The code for the examples in this post can be downloaded from interpreter.factor. If you copy it into the 'contrib' directory of your Factor installation you can load it with:

"contrib/interpreter" require
The evaluator that is being implemented has the following description from the Lambda the Ultimate posting:
data Term a where
Lit :: Int -> Term Int
Inc :: Term Int -> Term Int
IsZ :: Term Int -> Term Bool
If :: Term Bool -> Term a -> Term a -> Term a
Pair :: Term a -> Term b -> Term (a,b)
Fst :: Term (a,b) -> Term a
Snd :: Term (a,b) -> Term b

eval :: Term a -> a
eval (Lit i) = i
eval (Inc t) = eval t + 1
eval (IsZ t) = eval t == 0
eval (If b t e) = if eval b then eval t else eval e
eval (Pair a b) = (eval a, eval b)
eval (Fst t) = fst (eval t)
eval (Snd t) = snd (eval t)
Basically we have literal values, which in this example are integers. These can be incremented and tested to see if they are zero. A 'pair' can be created and the first and second elements obtained from the pair. An 'if' expression is available for testing an expression and evaluating a true or false clause.
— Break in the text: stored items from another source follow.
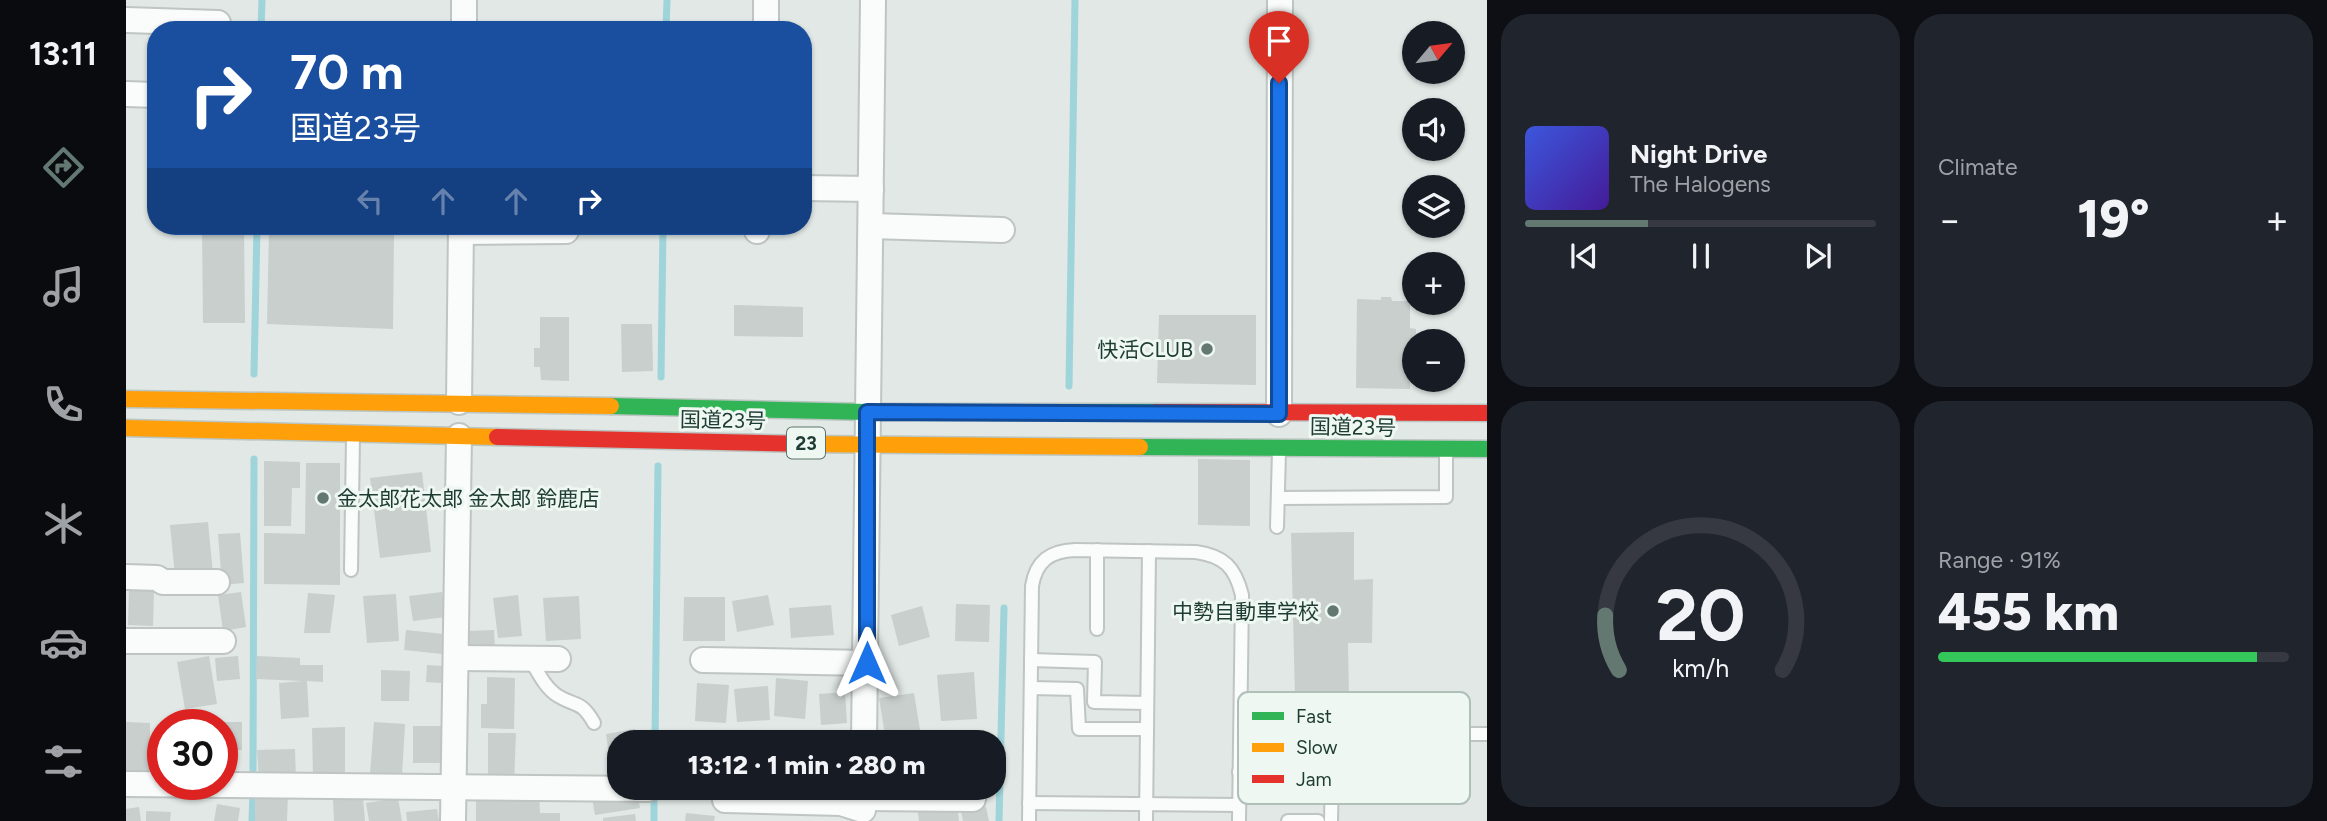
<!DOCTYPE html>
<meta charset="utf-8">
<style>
:root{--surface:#171b24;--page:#20242c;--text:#f1f3f6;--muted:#9ea1a6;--line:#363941;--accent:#627871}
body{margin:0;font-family:Figtree,"Noto Sans JP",sans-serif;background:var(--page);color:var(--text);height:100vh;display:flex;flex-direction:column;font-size:26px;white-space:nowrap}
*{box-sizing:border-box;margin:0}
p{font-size:23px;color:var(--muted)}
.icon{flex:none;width:38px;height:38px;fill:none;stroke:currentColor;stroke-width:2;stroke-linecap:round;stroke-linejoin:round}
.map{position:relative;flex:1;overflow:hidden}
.sheet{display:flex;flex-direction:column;gap:14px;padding:14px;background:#0d0f14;width:840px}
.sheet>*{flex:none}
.banner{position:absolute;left:21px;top:21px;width:665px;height:214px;border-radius:28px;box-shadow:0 2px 5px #0004;background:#1a4fa0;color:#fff;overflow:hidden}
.needle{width:46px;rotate:61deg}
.buttons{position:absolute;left:1276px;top:21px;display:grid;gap:14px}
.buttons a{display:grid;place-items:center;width:63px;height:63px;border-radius:50%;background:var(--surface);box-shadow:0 2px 5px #0004;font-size:35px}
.speed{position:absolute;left:21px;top:709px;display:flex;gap:14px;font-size:35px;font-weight:700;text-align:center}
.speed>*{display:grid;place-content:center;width:91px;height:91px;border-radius:50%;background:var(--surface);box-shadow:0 2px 5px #0004;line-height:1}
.speed .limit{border:10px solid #d22;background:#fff;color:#111}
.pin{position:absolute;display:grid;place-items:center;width:60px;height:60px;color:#fff;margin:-72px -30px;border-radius:50% 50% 50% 0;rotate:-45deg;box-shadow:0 0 7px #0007}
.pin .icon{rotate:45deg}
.me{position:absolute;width:77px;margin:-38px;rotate:0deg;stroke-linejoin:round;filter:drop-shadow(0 0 5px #0008)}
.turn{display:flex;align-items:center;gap:24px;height:147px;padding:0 28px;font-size:32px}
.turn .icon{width:91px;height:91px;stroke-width:2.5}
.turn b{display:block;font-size:49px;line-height:60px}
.lanes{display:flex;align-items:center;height:66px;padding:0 28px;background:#0003;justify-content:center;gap:35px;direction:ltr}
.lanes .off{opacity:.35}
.big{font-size:52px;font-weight:800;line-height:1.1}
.sheet .tile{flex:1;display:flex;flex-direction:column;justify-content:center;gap:10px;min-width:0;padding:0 24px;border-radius:28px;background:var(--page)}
.sheet .dial{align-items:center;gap:0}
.dial svg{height:182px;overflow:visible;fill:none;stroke:var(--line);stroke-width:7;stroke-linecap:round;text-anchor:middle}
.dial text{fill:var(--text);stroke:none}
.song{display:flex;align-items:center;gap:21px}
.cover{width:84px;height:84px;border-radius:10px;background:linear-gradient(135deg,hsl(230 70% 55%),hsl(260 70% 35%))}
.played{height:7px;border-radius:4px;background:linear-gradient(90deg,var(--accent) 35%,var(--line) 35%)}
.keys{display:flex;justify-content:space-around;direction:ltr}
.heat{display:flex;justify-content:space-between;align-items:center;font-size:38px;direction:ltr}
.charge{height:10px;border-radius:5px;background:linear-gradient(90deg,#34c759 91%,var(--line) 0)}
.sheet .tiles{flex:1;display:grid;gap:14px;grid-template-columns:repeat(2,1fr)}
.trip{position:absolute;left:481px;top:730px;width:399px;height:70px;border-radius:28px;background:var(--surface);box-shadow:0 2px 5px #0004;font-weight:800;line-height:70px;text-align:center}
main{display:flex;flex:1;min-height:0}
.tab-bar{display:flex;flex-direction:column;width:126px;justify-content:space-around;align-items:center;background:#090b0e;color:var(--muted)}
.tab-bar .icon{width:49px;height:49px}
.tab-bar .selected{color:var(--accent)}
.tab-bar b{font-size:32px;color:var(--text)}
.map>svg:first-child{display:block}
</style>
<main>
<nav class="tab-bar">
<b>13:11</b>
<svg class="icon selected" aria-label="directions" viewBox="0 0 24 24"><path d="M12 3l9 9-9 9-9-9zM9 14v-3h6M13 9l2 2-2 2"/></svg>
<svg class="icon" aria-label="music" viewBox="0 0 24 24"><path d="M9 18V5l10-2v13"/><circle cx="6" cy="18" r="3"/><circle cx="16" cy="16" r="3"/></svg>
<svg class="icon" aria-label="phone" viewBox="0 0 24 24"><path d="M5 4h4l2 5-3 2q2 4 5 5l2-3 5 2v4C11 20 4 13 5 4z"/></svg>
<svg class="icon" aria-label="climate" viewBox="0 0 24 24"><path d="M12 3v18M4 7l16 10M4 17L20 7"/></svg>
<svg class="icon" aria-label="car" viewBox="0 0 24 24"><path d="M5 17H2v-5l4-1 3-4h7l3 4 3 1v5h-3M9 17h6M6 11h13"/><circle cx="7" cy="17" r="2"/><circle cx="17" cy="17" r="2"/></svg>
<svg class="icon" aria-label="filters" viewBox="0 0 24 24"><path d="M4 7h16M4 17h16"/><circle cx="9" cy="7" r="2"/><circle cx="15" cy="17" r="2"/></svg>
</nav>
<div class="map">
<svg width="1361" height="821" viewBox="0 0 1361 821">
<rect width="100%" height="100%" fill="#e1e8e5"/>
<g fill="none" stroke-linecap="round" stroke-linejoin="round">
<!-- stream -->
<g stroke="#9ed4da" stroke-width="7">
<path d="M135,30L136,0"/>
<path d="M540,30L541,0"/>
<path d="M128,374L131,226"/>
<path d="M535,377L537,226"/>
<path d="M943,386L949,0"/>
<path d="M529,742L532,466"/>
<path d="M127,770L128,459"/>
<path d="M126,821L127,791"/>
<path d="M528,821V792"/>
<path d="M873,821L878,608"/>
</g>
</g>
<!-- building -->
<g fill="#c8cfcc">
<path d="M76,226H118L119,323H77Z"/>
<path d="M143,230L268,233L267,329L141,324Z"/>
<path d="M1255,297H1265L1266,301H1284V328L1290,329L1288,368L1284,369V389L1230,388L1231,299L1255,300Z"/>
<path d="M608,305L677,307V337L608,336Z"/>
<path d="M1033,315H1130V385L1031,383Z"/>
<path d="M414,317H443V381L415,380L414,367H408V348H414Z"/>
<path d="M495,324H526L527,371L496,372Z"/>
<path d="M1072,459L1124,460V526L1072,525Z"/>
<path d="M138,461L174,462V488H166L165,526H138Z"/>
<path d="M180,463H214V585L138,584V533L179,534Z"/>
<path d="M296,472L305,552L254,558L244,478Z"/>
<path d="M82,522L87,574L49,576L44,525Z"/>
<path d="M1228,532V580L1247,579L1246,643H1222L1223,700L1169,698L1165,533Z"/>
<path d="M114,533L118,583L96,585L92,534Z"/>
<path d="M3,590H28L27,626L2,625Z"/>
<path d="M115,592L120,627L97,631L92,595Z"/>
<path d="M316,592L320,617L287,621L283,596Z"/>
<path d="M182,593L209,595L204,633H178Z"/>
<path d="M270,594L273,641L241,643L237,596Z"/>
<path d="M392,595L396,636L372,638L367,598Z"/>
<path d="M642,595L648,625L611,632L606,601Z"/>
<path d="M453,596L455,639L420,641L417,598Z"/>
<path d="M558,597H599V641H557Z"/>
<path d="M830,604L864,605L863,642L829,641Z"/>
<path d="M705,605L708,635L665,638L663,608Z"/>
<path d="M796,606L804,637L773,646L765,615Z"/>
<path d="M280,630L318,634L316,654L278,650Z"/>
<path d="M368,630L369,650L342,651L341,631Z"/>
<path d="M83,656L91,704L59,709L51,662Z"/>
<path d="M112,656L114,679L91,681L89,658Z"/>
<path d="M131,656L174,658V665H197V682L181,681L183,717L155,719L153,683L177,681L130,679Z"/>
<path d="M301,665L316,666L315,683L300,682Z"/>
<path d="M255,670L284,671L283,701H255Z"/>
<path d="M848,672L851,719L815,721L811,675Z"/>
<path d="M361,677L389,678L388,729L355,728V704H361Z"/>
<path d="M650,678L682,681L679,719L648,716Z"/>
<path d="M571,683L603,685L600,723L569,721Z"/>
<path d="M642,686L644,720L611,722L608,689Z"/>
<path d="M719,692L721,723L695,725L693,694Z"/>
<path d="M788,693L794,730L759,735L753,698Z"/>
<path d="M0,722L24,723V771H0Z"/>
<path d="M93,722H116V750H96V724H93Z"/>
<path d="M248,722L279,724L276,776L244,774Z"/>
<path d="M34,726H37V756L32,755Z"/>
<rect x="287" y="726" width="28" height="37"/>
<path d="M219,727V777H187L186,728Z"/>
<path d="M509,729L511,742H494V767L485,769L480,734Z"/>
<path d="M362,733H390L388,784L362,783Z"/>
<path d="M773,734H801L802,742H773Z"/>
<path d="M718,737V742H694V740Z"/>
<path d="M835,738L867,740V742H835Z"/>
<path d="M169,749L170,781L133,782L131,750Z"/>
<path d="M511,792L514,808L469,815L466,798Z"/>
<path d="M413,793L414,813H434V821H350V794Z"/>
<path d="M129,794H162L161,821H129Z"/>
<path d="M237,798L239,821H208L207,799Z"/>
<path d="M272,798L276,821H243L240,803Z"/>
<path d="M831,802L833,821H793L791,807Z"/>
<path d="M91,804L114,808L112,821H88Z"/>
<path d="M13,807L15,821H0V809Z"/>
<path d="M860,807L863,821H837L835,811Z"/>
<path d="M311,809L313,821H281L280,812Z"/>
<path d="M20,811L45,812L44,821H20Z"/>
<path d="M560,813L589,816L588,821H559Z"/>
<path d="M509,814L510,821H477V818Z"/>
</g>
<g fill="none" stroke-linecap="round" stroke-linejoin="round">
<defs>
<g id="lane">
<path d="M1152,498L1320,497V452"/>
<path d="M1151,527L1153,451"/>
<path d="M225,570L227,437"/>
<path d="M971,629V550"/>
<path d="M404,659C412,672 419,688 432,696C450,707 455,700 468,723"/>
<path d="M905,660L969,662L968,702L1021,703"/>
<path d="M905,688L951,689L953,729H1021"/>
<path d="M1113,772L1206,776L1235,759L1323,761L1324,734H1361"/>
<path d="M903,803L1113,805"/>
<path d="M903,821L906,586C910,561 924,551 949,550L1070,552C1098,556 1109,567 1116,595L1113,821"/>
<path d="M1020,821L1023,551"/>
<path d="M1162,821H1192"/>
<path d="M1205,821L1206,776"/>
</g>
<g id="street">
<path d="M640,0V30"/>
<path d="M0,20L92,23"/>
<path d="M338,30V0"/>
<path d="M0,94L30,95"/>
<path d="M677,188L745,189"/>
<path d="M745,226L876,230"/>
<path d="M631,231V226"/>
<path d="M335,232L440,231"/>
<path d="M333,402L335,226"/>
<path d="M1153,414L1154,0"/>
<path d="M0,577L31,578L37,582H91"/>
<path d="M0,641H97"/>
<path d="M331,658L432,659"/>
<path d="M577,660L741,663"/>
<path d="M738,742L747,0"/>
<path d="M0,784L522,789"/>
<path d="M737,798L847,799"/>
<path d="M599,800L715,803L737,810"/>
<path d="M327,821L333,436"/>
</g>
<g id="fast">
<path d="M485,406L741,412H1030"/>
<path d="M1014,447L1361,449"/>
</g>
<g id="slow">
<path d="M0,399L485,406"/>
<path d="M0,428L371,437"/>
<path d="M680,444L1014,447"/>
</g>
<g id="jam">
<path d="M1030,412L1361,413"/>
<path d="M371,437L680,444"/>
</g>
</defs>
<!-- lane casing -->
<use href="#lane" stroke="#bec5c2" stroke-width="16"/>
<!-- street casing -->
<use href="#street" stroke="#bec5c2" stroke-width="28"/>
<!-- fast casing -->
<use href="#fast" stroke="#bbc5c1" stroke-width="19"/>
<!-- slow casing -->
<use href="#slow" stroke="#bbc5c1" stroke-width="19"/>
<!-- jam casing -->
<use href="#jam" stroke="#bbc5c1" stroke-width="19"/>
<!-- lane -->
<use href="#lane" stroke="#fafcfb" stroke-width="12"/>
<!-- street -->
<use href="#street" stroke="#fafcfb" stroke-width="24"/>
<!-- fast -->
<use href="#fast" stroke="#30b455" stroke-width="16"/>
<!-- slow -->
<use href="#slow" stroke="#ff9f0a" stroke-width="16"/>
<!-- jam -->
<use href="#jam" stroke="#e5322d" stroke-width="16"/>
</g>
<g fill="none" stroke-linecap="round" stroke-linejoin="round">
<defs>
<path id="route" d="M741,663V412L1153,414V83"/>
</defs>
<!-- route casing -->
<use href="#route" stroke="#114b97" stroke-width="18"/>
<!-- route -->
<use href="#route" stroke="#1a73e8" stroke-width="12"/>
</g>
<!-- markers -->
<g fill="#627871" stroke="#eef7f2" stroke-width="2.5">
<circle cx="1081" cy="349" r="7"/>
<circle cx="197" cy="498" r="7"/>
<circle cx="1207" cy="611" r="7"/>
</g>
<g text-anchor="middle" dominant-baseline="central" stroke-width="6" stroke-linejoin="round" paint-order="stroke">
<!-- shield labels -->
<rect fill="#eef7f2" stroke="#5c746c" stroke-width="2" x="661" y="427.5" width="38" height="31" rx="5"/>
<g font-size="19" font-weight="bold" fill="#1e3c33">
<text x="680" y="443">23</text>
</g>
<!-- poi labels -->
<g font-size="21" fill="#1e3c33" stroke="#eef7f2" text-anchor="end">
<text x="1067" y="349">快活CLUB</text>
<text x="211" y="498" text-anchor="start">金太郎花太郎 金太郎 鈴鹿店</text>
<text x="1193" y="611">中勢自動車学校</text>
</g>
<!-- street labels -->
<g font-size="21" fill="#1e3c33" stroke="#eef7f2">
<text transform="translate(597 420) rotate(1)">国道23号</text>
<text transform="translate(1227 427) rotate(1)">国道23号</text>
</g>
</g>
<!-- legend -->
<rect x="1112" y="692" width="232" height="112" rx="10" fill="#eef7f2" stroke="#b0bfb9" stroke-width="2"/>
<rect x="1126" y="712" width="32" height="8" fill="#30b455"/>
<rect x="1126" y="743" width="32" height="9" fill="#ff9f0a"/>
<rect x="1126" y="775" width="32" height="8" fill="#e5322d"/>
<g font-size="19" fill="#1e3c33">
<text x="1170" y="723">Fast</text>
<text x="1170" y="754">Slow</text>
<text x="1170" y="786">Jam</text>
</g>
</svg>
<div class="buttons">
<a><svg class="needle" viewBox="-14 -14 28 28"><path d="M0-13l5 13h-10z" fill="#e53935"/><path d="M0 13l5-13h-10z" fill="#9ea1a6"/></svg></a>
<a><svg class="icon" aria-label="sound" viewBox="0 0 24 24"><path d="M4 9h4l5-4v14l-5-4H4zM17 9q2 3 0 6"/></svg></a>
<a><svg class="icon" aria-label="layers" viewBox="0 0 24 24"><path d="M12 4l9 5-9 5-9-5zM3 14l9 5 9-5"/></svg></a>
<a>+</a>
<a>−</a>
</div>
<div class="speed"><div class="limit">30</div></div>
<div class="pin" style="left:1153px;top:83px;background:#d93025"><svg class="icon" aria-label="arrive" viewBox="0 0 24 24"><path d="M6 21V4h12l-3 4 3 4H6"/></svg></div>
<svg class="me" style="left:741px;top:663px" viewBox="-20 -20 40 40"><path d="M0-17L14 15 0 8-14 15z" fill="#1a73e8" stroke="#fff" stroke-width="4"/></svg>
<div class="trip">13:12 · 1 min · 280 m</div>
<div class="banner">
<div class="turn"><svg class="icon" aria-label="right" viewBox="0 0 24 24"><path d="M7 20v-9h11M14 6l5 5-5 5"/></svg><div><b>70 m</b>国道23号</div></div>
<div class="lanes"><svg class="icon off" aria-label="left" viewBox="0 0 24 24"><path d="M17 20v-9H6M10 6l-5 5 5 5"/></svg><svg class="icon off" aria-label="ahead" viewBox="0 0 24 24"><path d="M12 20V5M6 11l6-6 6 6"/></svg><svg class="icon off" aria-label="ahead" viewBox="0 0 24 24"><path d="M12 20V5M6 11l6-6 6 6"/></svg><svg class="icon" aria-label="right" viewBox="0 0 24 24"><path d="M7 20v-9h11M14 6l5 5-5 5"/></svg></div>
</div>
</div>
<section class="sheet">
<div class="tiles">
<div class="tile">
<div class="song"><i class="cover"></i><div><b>Night Drive</b><p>The Halogens</p></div></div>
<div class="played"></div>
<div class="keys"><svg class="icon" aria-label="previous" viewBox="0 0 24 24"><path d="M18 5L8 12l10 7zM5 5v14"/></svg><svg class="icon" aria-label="pause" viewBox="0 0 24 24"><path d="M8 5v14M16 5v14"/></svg><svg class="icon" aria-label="next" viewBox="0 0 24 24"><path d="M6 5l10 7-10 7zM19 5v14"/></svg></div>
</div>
<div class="tile"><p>Climate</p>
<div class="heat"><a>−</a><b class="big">19°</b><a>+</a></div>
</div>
<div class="tile dial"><svg viewBox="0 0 100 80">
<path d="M14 69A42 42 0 1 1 86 69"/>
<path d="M14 69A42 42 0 0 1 8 45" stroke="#627871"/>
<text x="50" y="56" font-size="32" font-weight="700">20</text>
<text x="50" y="72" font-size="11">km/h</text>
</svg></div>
<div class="tile"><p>Range · 91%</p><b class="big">455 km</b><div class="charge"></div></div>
</div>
</section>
</main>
These are represented using Factor tuples:
TUPLE: lit i ;
TUPLE: inc t ;
TUPLE: isz t ;
TUPLE: iff b t e ;
TUPLE: pair a b ;
TUPLE: fst t ;
TUPLE: snd t ;
I used the same names for the types and elements as the example but changed 'if' to 'iff' to prevent clashing with Factor's standard 'if' word. An example tree can be created that is the increment of the number 5 with:
5 <lit> <inc>
When evaluated this should produce the result '6'.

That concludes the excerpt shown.